Le début du voyage se passe bien et les collines verdoyantes
encadrent les rizières éclairées par les rayons du soleil. Le peu
de véhicules à deux ou quatre roues rajoute au plaisir de circuler
dans ces terres si sauvages et si peu peuplées. Une cascade fait son
apparition dans le paysage et une pause découverte s'impose. Nous
prenons le temps de l'admirer et de monter le chemin qui mène à ses
différents niveaux. Les pluies de ces derniers jours lui donnent de
la beauté et le sommet semble toujours plus haut et inaccessible
malgré les aménagements réalisés par les habitants du village
voisin, conscients de leur trésor touristique. Quelques clichés
pour immortaliser l'instant et nous reprenons notre route. Peu à peu
les dénivelés se font de plus en plus présents et de plus en plus
forts. La route de crête est magnifique et au milieu d'une
végétation luxuriante nous gravissons montées sur montées. Plus
nous nous enfonçons dans ce paysage d'éden perdu, plus nous nous
sentons seuls au monde. Pas un village, pas un véhicule...juste le
vert des bambous....du vert rien que du vert et la route qui ne cesse
de monter. Titine souffre, s'essouffle, cliquette et
surchauffe...mais notre première galère vient du câble d'embrayage
qui cède soudainement. Nous ne sommes pas au Vietnam et aucun
garagiste en vue. Denis répare en y faisant un nœud et nous
reprenons notre route. Mais les dénivelés semblent nous défier et
les pentes sont inimaginablement raides (entre 10% et 15%) et
longues.
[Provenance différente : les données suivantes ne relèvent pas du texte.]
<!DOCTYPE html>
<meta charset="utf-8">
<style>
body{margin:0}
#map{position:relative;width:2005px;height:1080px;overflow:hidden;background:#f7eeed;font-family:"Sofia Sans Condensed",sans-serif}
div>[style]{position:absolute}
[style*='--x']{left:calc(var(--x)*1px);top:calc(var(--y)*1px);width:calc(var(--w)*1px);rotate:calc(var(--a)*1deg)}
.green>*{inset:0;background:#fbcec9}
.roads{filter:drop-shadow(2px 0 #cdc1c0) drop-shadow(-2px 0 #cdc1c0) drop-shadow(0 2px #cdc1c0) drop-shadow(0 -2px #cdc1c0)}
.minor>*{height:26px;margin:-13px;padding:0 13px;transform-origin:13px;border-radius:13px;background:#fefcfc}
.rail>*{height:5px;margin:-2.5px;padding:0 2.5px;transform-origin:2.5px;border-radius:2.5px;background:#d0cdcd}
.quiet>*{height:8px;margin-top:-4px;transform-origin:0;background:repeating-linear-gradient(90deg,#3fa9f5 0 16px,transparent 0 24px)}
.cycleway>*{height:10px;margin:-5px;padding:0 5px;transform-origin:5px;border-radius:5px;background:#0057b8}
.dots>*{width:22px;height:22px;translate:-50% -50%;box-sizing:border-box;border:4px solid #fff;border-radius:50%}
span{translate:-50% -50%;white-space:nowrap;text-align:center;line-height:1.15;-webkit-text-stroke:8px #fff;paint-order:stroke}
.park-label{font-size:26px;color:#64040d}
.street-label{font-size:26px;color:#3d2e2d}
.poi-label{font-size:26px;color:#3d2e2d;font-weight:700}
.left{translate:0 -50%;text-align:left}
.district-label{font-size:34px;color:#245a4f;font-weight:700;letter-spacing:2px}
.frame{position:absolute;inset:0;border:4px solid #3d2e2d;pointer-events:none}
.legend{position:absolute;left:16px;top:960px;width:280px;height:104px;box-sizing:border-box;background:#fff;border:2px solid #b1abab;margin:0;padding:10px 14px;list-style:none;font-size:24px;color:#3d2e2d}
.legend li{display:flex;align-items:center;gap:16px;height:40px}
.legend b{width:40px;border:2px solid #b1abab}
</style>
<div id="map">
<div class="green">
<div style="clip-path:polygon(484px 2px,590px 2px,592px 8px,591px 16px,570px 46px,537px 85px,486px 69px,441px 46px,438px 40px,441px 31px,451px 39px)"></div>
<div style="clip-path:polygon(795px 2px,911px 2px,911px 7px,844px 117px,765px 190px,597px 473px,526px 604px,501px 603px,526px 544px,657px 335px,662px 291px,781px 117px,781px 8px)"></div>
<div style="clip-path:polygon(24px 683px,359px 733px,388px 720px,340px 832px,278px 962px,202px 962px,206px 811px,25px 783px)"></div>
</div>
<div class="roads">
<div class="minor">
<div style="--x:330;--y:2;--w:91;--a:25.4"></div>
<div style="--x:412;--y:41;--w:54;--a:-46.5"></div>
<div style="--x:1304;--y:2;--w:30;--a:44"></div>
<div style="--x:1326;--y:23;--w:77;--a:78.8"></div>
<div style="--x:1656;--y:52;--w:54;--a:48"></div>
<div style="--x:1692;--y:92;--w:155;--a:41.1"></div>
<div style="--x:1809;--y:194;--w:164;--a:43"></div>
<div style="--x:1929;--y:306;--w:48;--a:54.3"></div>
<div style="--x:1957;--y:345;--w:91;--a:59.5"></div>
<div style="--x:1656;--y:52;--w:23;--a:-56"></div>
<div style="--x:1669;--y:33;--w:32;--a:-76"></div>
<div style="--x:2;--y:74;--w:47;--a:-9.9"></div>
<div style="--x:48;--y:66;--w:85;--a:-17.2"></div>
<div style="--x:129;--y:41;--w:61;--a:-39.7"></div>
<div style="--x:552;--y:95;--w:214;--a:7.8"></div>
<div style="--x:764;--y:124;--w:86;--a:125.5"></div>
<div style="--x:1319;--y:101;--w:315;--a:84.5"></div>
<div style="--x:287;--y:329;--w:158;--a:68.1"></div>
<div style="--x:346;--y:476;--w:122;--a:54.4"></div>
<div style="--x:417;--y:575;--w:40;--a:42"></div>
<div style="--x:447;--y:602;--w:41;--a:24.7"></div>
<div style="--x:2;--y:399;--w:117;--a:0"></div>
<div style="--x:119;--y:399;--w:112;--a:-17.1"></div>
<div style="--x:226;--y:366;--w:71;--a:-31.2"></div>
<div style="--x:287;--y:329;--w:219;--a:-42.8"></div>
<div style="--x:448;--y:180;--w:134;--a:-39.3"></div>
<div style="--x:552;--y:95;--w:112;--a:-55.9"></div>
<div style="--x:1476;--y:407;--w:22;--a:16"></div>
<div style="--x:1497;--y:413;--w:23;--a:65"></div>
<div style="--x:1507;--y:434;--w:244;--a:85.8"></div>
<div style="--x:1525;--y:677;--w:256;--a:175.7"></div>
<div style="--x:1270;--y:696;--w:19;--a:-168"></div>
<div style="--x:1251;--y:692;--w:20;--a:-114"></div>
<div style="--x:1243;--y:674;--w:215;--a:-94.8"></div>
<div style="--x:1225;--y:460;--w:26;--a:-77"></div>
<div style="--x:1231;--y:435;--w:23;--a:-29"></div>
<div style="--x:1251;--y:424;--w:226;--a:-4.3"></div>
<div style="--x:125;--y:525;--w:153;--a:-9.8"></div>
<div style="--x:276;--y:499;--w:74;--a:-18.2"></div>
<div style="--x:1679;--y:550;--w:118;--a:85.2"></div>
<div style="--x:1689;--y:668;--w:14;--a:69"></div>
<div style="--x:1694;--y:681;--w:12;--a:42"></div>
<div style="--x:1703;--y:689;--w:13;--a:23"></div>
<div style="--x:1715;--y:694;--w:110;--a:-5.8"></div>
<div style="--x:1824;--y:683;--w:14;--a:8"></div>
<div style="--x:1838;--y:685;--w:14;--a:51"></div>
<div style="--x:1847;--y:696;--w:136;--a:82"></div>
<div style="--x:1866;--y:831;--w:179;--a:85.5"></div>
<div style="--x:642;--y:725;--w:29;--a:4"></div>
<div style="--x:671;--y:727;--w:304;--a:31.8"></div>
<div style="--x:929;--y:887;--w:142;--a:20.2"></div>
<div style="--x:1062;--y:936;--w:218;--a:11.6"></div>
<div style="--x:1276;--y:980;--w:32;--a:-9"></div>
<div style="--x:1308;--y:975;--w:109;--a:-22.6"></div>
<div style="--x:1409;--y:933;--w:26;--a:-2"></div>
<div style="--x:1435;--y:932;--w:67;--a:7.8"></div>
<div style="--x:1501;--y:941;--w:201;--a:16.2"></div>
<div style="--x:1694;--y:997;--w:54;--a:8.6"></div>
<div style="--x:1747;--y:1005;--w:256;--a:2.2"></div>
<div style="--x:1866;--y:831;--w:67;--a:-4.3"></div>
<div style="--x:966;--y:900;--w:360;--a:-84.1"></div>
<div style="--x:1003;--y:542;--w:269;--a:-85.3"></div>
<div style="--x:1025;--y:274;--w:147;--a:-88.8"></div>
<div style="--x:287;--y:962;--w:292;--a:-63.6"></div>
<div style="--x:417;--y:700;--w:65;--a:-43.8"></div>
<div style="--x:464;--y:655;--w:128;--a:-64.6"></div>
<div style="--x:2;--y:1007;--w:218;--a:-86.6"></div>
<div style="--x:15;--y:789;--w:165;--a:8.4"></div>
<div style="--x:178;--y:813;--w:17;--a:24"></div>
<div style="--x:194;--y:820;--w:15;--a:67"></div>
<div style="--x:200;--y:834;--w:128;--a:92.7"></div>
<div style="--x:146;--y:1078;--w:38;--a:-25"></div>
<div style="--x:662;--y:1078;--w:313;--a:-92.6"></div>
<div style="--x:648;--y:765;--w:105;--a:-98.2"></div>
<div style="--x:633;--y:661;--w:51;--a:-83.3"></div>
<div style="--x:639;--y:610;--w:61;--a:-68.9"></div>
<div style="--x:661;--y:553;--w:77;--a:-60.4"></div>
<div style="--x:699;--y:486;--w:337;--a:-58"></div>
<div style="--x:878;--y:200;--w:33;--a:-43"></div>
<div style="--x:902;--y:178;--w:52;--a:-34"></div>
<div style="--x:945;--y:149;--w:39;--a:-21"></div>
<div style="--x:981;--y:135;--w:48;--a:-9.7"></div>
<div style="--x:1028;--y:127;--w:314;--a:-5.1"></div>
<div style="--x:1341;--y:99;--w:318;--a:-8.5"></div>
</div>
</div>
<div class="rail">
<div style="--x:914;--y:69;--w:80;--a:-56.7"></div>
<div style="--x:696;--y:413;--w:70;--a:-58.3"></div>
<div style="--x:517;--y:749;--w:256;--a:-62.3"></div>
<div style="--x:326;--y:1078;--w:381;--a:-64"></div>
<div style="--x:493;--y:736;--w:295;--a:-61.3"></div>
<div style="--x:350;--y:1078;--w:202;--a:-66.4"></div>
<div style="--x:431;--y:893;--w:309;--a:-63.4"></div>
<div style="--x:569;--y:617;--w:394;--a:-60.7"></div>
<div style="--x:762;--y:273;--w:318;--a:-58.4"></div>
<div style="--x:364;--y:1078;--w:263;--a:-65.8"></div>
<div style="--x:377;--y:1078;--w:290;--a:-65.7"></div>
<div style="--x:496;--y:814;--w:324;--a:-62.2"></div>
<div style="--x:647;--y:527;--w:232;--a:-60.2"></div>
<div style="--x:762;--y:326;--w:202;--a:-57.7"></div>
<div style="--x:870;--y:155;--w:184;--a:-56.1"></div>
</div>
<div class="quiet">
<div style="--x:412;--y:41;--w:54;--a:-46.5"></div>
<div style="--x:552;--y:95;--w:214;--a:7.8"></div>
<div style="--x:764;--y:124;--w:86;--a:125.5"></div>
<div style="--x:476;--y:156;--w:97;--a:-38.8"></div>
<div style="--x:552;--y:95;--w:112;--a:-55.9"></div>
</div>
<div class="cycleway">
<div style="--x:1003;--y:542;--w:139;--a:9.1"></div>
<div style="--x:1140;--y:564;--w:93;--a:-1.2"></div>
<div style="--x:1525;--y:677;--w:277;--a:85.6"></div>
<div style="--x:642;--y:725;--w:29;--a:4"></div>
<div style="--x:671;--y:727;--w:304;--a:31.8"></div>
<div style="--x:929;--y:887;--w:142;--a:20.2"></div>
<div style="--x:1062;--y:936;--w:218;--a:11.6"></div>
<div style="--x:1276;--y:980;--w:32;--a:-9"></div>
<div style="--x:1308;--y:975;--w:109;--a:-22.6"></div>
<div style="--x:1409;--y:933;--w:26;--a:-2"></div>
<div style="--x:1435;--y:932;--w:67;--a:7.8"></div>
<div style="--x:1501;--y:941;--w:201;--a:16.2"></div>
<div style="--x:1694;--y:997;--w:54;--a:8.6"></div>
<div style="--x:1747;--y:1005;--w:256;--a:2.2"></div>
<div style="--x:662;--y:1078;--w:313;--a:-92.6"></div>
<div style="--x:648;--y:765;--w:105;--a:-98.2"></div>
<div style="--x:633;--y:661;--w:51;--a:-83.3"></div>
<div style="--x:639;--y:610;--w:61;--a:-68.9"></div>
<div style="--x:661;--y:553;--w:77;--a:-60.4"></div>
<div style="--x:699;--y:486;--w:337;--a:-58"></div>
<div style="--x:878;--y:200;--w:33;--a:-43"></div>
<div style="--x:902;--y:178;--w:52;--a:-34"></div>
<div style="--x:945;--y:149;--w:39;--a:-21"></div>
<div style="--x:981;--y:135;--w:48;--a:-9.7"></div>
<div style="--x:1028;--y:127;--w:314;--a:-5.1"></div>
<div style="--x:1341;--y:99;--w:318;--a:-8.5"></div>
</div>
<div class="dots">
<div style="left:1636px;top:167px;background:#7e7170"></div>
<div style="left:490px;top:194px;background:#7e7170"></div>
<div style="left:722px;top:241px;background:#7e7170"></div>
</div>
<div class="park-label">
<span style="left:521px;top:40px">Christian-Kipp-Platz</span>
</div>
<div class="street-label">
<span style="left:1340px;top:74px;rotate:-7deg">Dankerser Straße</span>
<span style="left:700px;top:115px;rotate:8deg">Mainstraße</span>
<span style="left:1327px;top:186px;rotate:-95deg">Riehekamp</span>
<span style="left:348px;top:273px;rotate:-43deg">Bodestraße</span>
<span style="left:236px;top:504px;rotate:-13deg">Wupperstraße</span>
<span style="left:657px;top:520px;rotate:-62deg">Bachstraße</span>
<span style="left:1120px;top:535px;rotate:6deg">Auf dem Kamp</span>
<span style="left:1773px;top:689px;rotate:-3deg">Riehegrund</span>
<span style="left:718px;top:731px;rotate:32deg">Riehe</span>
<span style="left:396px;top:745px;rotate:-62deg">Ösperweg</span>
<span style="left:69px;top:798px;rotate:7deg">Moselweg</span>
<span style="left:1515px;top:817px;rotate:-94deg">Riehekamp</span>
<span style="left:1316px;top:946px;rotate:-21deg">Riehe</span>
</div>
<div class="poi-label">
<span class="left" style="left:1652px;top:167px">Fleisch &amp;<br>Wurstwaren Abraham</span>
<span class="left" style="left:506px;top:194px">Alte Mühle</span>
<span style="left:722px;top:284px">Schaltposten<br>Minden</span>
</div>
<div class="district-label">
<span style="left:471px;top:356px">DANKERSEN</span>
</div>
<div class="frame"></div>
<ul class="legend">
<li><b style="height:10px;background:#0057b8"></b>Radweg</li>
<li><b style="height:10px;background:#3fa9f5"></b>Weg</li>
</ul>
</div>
Ici les lacets n'existent pas ! Nous nous arrêtons
plusieurs fois pour laisser Titine se reposer, refroidir et lui
remettre de l'huile qu'elle consomme de plus en plus. Même en
première l'exercice devient difficile et nous commençons à douter
de sa capacité à nous mener jusqu'à Vieng Thong. L’inquiétude
nous gagne et le temps passe..notre vitesse de croisière étant
devenue très faible. Nous comptons les kilomètres en espérant la
descente et je me penche sur l'avant dans l'espoir inconscient et
naïf d'aider Titine à avancer. A environ 25 km de notre
destination et au beau milieu de la ZNP(zone nationale protégée) de
Nam Et , Titine s'arrête dans un dernier souffle...Il est 17h, la route
est déserte et depuis quelques heures nous n'avons pas croisé âmes
qui vivent. La forêt nous entoure à perte de vue et « cerise
sur le gâteau » les premières gouttes de pluie font leur
apparition. Mais qu'allions nous faire dans cette galère !!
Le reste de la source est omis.